## What is expected
Repeat all of the data word for word so that only the pictures are missing from the copy.

(Records from a collection)
####
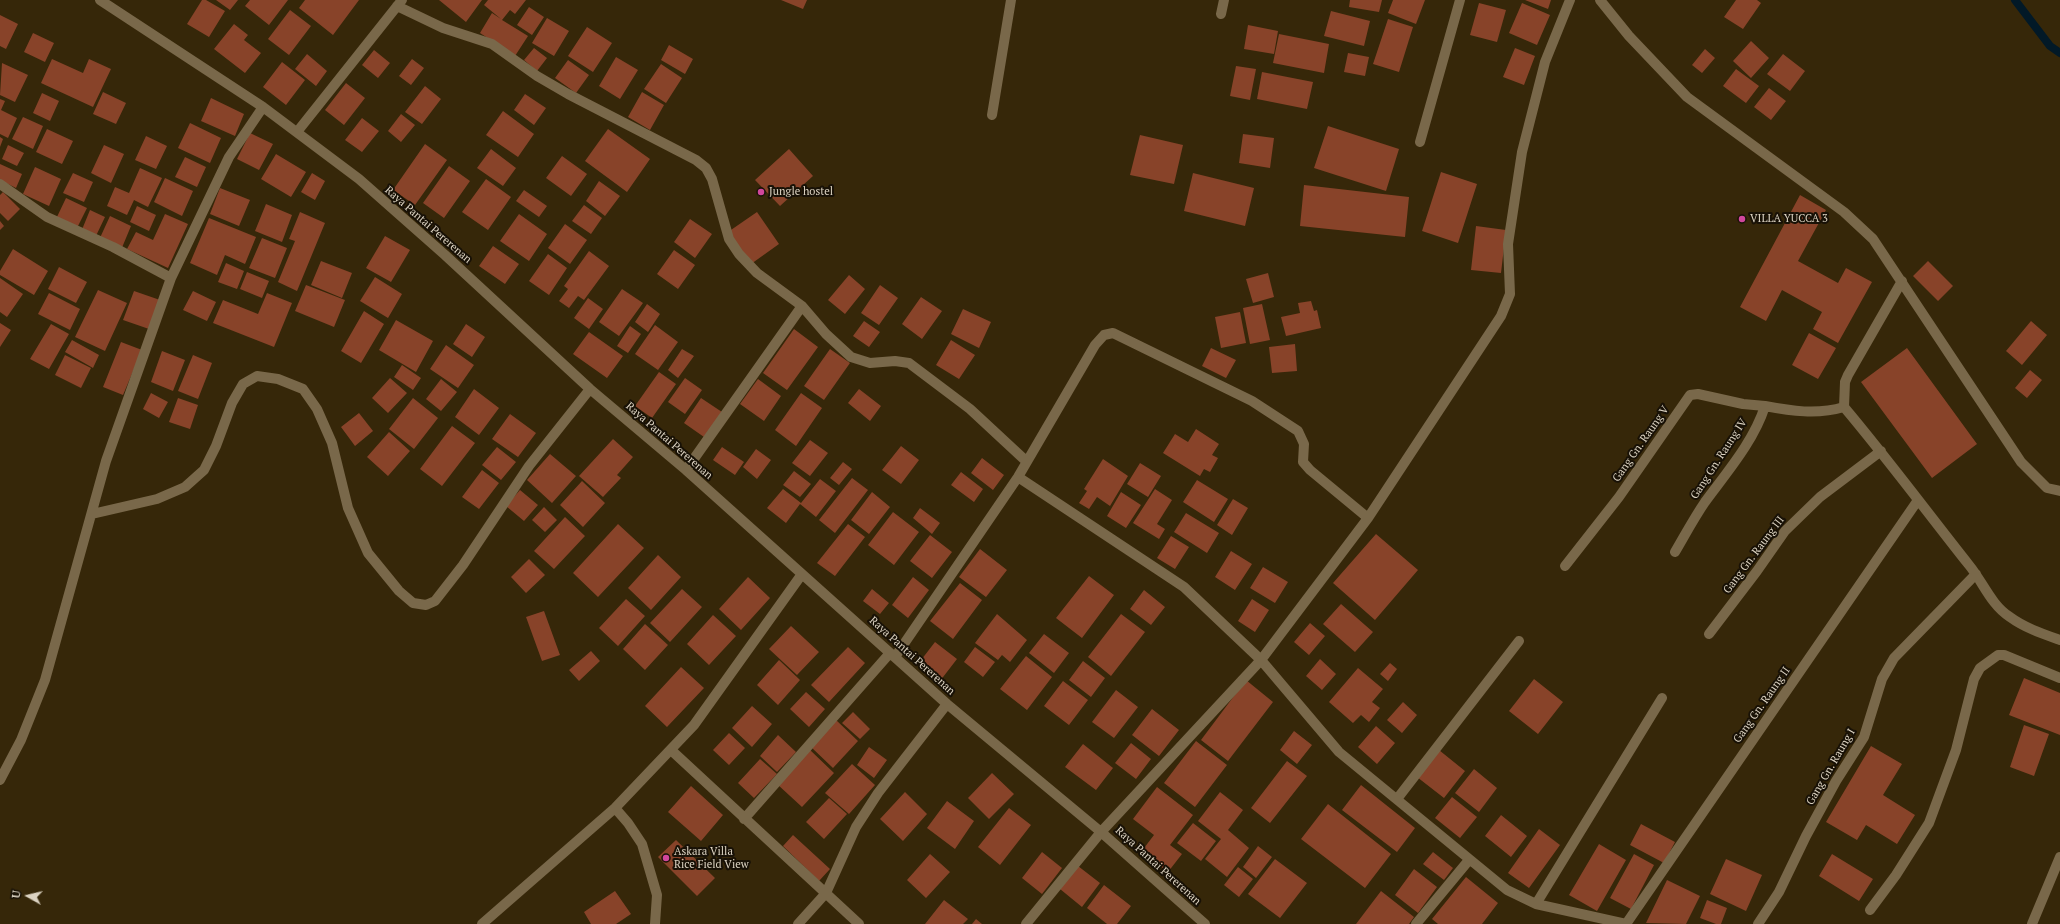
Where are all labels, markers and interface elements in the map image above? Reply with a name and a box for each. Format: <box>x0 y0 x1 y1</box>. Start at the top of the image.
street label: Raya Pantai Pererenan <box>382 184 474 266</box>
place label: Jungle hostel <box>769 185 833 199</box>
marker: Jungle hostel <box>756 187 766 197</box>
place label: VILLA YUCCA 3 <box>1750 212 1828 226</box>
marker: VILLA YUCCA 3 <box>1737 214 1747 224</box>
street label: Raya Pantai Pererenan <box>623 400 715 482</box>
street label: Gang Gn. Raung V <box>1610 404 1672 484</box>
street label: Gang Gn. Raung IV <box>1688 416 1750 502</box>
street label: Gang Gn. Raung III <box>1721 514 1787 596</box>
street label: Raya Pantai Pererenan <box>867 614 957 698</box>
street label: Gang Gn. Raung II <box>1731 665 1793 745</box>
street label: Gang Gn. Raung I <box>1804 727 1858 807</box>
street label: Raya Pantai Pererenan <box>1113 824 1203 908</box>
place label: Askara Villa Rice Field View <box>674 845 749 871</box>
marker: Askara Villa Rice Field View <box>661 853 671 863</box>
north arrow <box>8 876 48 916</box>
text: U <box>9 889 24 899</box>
####
## The completed task
Where are all labels, markers and interface elements in the map image above? Reply with a name and a box for each. Format: <box>x0 y0 x1 y1</box>. Start at the top of the image.
street label: Raya Pantai Pererenan <box>382 184 474 266</box>
place label: Jungle hostel <box>769 185 833 199</box>
marker: Jungle hostel <box>756 187 766 197</box>
place label: VILLA YUCCA 3 <box>1750 212 1828 226</box>
marker: VILLA YUCCA 3 <box>1737 214 1747 224</box>
street label: Raya Pantai Pererenan <box>623 400 715 482</box>
street label: Gang Gn. Raung V <box>1610 404 1672 484</box>
street label: Gang Gn. Raung IV <box>1688 416 1750 502</box>
street label: Gang Gn. Raung III <box>1721 514 1787 596</box>
street label: Raya Pantai Pererenan <box>867 614 957 698</box>
street label: Gang Gn. Raung II <box>1731 665 1793 745</box>
street label: Gang Gn. Raung I <box>1804 727 1858 807</box>
street label: Raya Pantai Pererenan <box>1113 824 1203 908</box>
place label: Askara Villa Rice Field View <box>674 845 749 871</box>
marker: Askara Villa Rice Field View <box>661 853 671 863</box>
north arrow <box>8 876 48 916</box>
text: U <box>9 889 24 899</box>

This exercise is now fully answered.